(Extracted data entries)
┌──
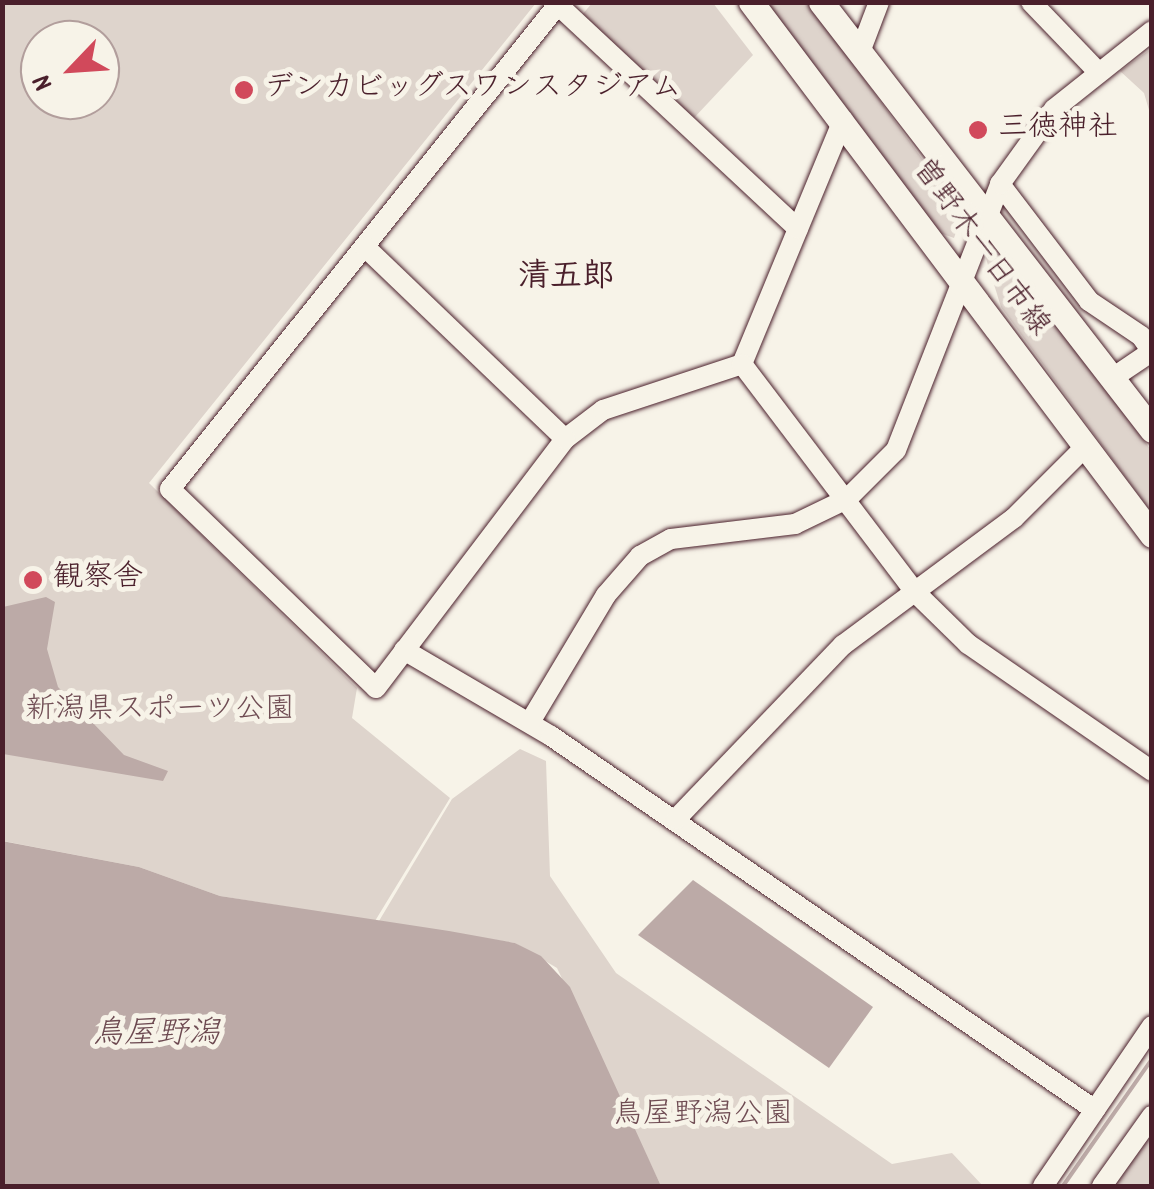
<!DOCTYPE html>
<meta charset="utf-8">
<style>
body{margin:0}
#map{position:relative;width:1154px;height:1189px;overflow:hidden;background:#f7f3e8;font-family:Dekko,"Klee One",sans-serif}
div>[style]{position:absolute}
.green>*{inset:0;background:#ded4cc}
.water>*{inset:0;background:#bcaaa7}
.stream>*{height:4px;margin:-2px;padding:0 2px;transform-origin:2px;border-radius:2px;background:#bcaaa7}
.roads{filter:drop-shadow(0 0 2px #4a1f2b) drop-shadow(0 0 2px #4a1f2b)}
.minor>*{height:20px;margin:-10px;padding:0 10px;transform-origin:10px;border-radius:10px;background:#f7f3e8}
.major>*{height:25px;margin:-12.5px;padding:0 12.5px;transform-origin:12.5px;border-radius:12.5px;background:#f7f3e8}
.dots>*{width:28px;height:28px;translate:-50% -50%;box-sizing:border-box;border:5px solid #f7f3e8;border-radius:50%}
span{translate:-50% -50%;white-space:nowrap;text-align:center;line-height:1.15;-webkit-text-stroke:10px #f7f3e8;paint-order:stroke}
.poi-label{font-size:30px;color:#4a1f2b}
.left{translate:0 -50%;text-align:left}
.street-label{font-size:30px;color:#4a1f2b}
.park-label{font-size:30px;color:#6f4c53}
.neighbourhood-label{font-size:32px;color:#4a1f2b;font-weight:700}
.water-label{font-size:32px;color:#6c4950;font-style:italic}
.frame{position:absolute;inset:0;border:5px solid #4a1f2b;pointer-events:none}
.north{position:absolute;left:20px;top:20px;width:100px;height:100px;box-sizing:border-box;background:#f7f3e8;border:2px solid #b29e9c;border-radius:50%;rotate:245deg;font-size:28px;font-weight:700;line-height:40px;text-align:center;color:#4a1f2b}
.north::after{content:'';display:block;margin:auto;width:35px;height:45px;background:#d1495b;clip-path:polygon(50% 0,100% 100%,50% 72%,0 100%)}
</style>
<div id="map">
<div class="green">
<i style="clip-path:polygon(evenodd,2px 3px,536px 3px,149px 483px,357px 688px,352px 718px,450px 798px,375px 921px,220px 896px,139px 867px,3px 841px,2px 3px,40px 40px,100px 40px,100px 100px,40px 100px,40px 40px)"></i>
<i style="clip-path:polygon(592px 3px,713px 3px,753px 55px,693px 119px,582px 15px)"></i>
<i style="clip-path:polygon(766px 3px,809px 3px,939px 182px,958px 226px,954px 238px,940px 233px)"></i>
<i style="clip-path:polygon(1151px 49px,1151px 117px,1144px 93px,1120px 71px)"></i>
<i style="clip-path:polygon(984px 252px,1013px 267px,1151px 450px,1151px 512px,1001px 307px)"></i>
<i style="clip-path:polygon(520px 749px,546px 761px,550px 876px,616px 973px,892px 1164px,952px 1153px,983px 1186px,661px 1186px,557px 968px,515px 943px,379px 921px,452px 799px)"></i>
<i style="clip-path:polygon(1151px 1113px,1151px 1186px,1094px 1186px)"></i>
</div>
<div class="water">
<i style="clip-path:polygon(46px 597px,55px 602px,47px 649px,58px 687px,124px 755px,168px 771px,163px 781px,3px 754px,3px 607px)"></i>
<i style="clip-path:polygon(2px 841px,139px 867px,220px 896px,449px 931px,515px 943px,541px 956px,570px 987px,661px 1186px,3px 1186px)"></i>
<i style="clip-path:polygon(693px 880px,873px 1007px,829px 1068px,638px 935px)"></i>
</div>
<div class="stream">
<i style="left:1063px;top:1186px;width:155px;rotate:-55deg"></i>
</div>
<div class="roads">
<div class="minor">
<i style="left:560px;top:2px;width:624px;rotate:128.69deg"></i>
<i style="left:170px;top:489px;width:286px;rotate:44deg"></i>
<i style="left:376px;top:688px;width:313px;rotate:-52.8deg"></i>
<i style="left:565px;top:439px;width:48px;rotate:-37.3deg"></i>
<i style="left:603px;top:410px;width:146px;rotate:-18.3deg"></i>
<i style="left:742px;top:364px;width:264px;rotate:-67.5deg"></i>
<i style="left:1031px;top:2px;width:98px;rotate:46.2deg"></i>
<i style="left:558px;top:5px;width:328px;rotate:43deg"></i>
<i style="left:860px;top:52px;width:53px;rotate:-69.2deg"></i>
<i style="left:1000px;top:184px;width:147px;rotate:52.7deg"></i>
<i style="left:1089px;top:301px;width:63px;rotate:33.9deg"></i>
<i style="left:1141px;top:336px;width:19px;rotate:55deg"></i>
<i style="left:365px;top:247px;width:277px;rotate:43.8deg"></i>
<i style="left:742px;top:364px;width:288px;rotate:52.8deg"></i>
<i style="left:916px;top:593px;width:73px;rotate:44.4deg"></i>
<i style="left:968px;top:644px;width:224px;rotate:34.6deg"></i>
<i style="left:1111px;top:379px;width:48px;rotate:-34deg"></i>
<i style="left:404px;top:650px;width:170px;rotate:30.3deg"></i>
<i style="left:551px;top:736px;width:660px;rotate:34.51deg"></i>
<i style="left:530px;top:722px;width:148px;rotate:-59.1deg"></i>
<i style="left:606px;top:595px;width:52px;rotate:-48.9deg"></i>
<i style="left:640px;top:556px;width:35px;rotate:-29deg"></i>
<i style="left:671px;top:539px;width:125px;rotate:-6.9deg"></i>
<i style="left:795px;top:524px;width:58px;rotate:-25.7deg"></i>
<i style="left:847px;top:499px;width:69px;rotate:-45deg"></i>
<i style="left:896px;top:450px;width:286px;rotate:-68.6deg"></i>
<i style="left:1000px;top:184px;width:92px;rotate:-54.2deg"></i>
<i style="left:1054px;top:109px;width:125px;rotate:-38.5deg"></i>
<i style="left:676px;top:819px;width:241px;rotate:-46.2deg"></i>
<i style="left:843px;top:645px;width:213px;rotate:-36.6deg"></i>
<i style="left:1014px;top:518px;width:100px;rotate:-45deg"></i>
<i style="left:1043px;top:1186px;width:194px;rotate:-55.7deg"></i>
<i style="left:1102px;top:1186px;width:86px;rotate:-54.5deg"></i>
</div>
<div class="major">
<i style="left:751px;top:2px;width:667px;rotate:53.04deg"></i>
<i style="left:821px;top:2px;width:541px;rotate:52.28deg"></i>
</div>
</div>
<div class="dots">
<i style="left:244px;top:90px;background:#d1495b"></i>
<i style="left:978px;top:130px;background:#d1495b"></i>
<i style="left:33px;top:580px;background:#d1495b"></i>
</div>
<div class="poi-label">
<span class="left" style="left:264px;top:90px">デンカビッグスワンスタジアム</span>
<span class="left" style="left:998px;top:130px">三徳神社</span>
<span class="left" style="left:53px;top:580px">観察舎</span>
</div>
<div class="street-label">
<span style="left:979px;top:249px;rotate:54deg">曽野木一日市線</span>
</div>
<div class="park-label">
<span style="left:160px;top:712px">新潟県スポーツ公園</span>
<span style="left:703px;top:1117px">鳥屋野潟公園</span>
</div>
<div class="neighbourhood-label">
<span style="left:566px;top:279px">清五郎</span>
</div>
<div class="water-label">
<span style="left:156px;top:1036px">鳥屋野潟</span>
</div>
<div class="frame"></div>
<div class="north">N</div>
</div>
└──
* _Exercise goal_
Reproduce each line of the data containing the word "stream".

* _Exercise answer_
.stream>*{height:4px;margin:-2px;padding:0 2px;transform-origin:2px;border-radius:2px;background:#bcaaa7}
<div class="stream">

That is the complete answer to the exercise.